Salt Lake City, Utah and Western Colorado

We spent Labor Day exploring Antelope Island which is in the southern end of the Great Salt Lake.  The Great Salt Lake is huge and 25% saltier than the ocean which is quite amazing.  They say that the high level of salt makes it extremely easy to float.  Because of its salinity, it is a unique environment for millions of native birds, brine shrimp, shorebirds, and waterfowl.  The island also has a population of about 500 buffalo and lots of antelope, hence the name of the island.  It was a wonderful way to spend the day.





I spent the next day exploring downtown Salt Lake City.  I started with a tour of the Capitol Building which was really informative.  The building is beautiful and filled with marble and paintings.  It was fashioned after the White House and it sits on a hilltop, further enhancing its grandeur.



After the Capitol tour, I explored Temple Square in the city which is where the first Mormon Temple was built.  They no longer offer tours of the temple itself, but there several city blocks containing many Latter Day Saints buildings.  I started at the Latter Day Saints Staff Building which has an observation deck on the 26th floor which is the perfect way to see how the square is laid out. Anyone wanting a birds-eye view of the square is kindly escorted with a personal guide.  I decided to visit the temple museum which was a great place to learn about the building of the temple with lots of photos and a huge diagram of the temple.  I then did a tour of the Latter Day Saints Conference Center which is a very unique facility able to accommodate 22,000 people with a rooftop landscape.  One half of the landscape is all desert-like native plants that you would find in the desert areas around Salt Lake.  The other half of the rooftop is planted with aspen trees and evergreens which would be native in the mountainous areas around the city. 

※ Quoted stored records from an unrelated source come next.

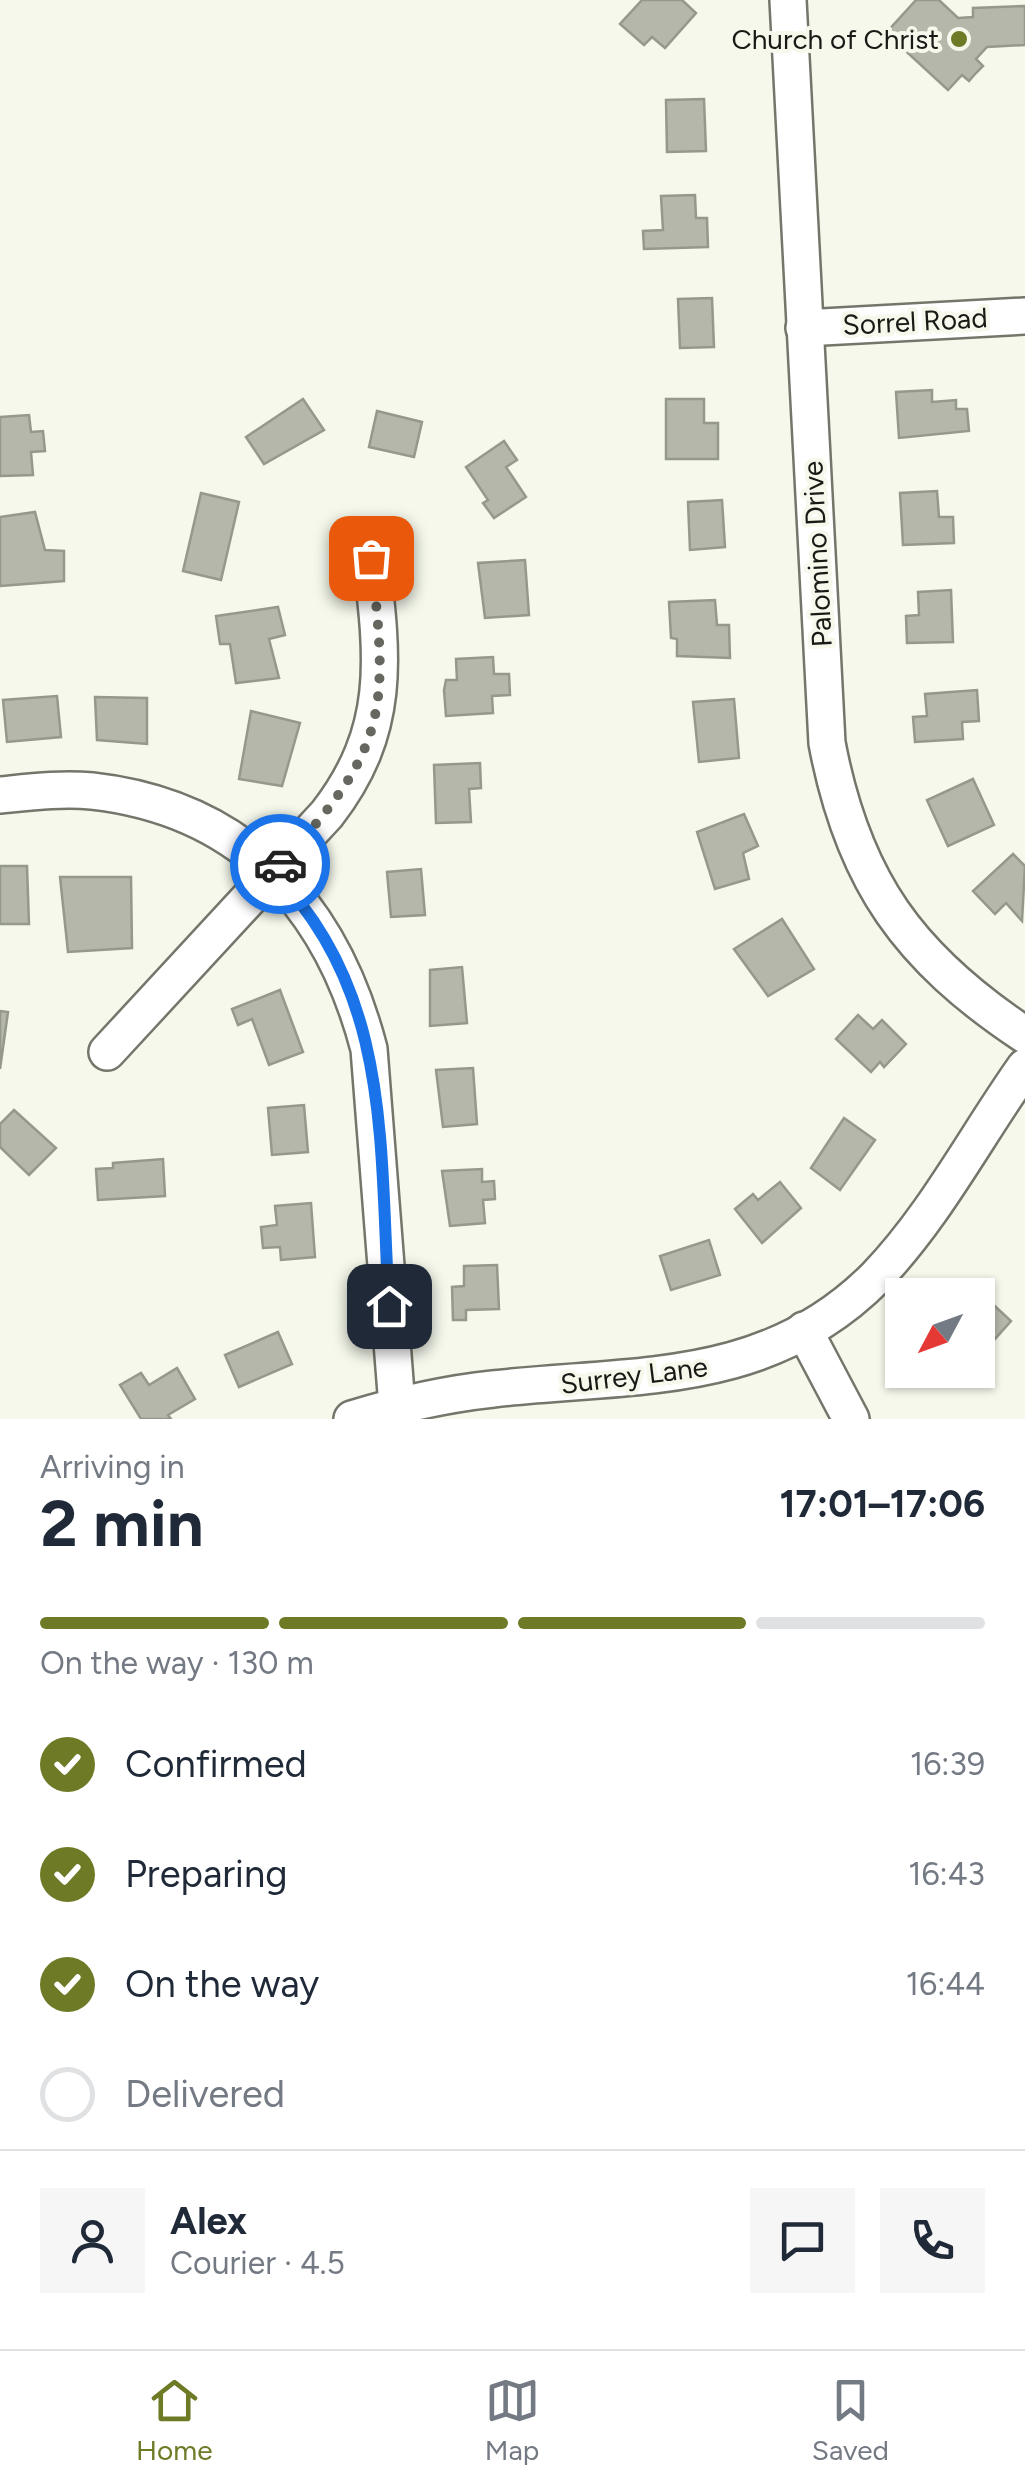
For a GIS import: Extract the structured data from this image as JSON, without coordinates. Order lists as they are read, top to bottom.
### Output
{
  "streets": {
    "street": ["Sorrel Road", "Palomino Drive", "Surrey Lane"]
  },
  "crossings": [
    ["Sorrel Road", "Palomino Drive"]
  ],
  "places": ["Church of Christ"],
  "north": "bottom left",
  "page": {
    "heading": ["2 min", "Arriving in", "17:01–17:06"],
    "panel": ["Alex", "Courier · 4.5"],
    "bar": "On the way · 130 m",
    "list": [
      ["Confirmed", "16:39"],
      ["Preparing", "16:43"],
      ["On the way", "16:44"],
      "Delivered"
    ],
    "tabs": ["Home", "Map", "Saved"]
  }
}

We left Salt Lake City and moved on to Grand Junction, Colorado which is in western Colorado and a new area for us.  We were only there for a few days, but this is an area that would be well worth allowing more time.

I started with Colorado's National Monument by driving the 23 mile Rim Rock Road through miles and miles of canyons and rock formations.  This whole area was stunning with sheer cliffs and red canyons and all kinds of breathtaking overlooks.  I also happened to catch some bighorn sheep in the canyon.  The first picture below is Coke Oven Overlook, followed by Independence Monument and finally bighorn sheep.




Grand Junction sits in a valley between the National Monument on one side and the Book Cliffs mountains and The Grand Mesa.  I spent the next day exploring the Grand Mesa which is the largest flat-topped mountain in the world.  It was a very scenic drive up to the mesa which had a totally different feel with quite a few lakes and lots of trees and greenery.  The only wildlife I caught on the mesa was a chipmunk enjoying sunflower seeds.  The drive down from the mesa was a 12-mile gravel road with narrow lanes and hair-pin turns.  It was a blast to slowly wind down the 11,000 foot high elevation with unending vistas.




I loved exploring the areas around Grand Junction and I know we will plan on another stop sometime in the future, as I'm sure there is so much more to learn about the area.

We are now in Breckenridge and enjoying cooler temperatures as we continue our gradual trek home.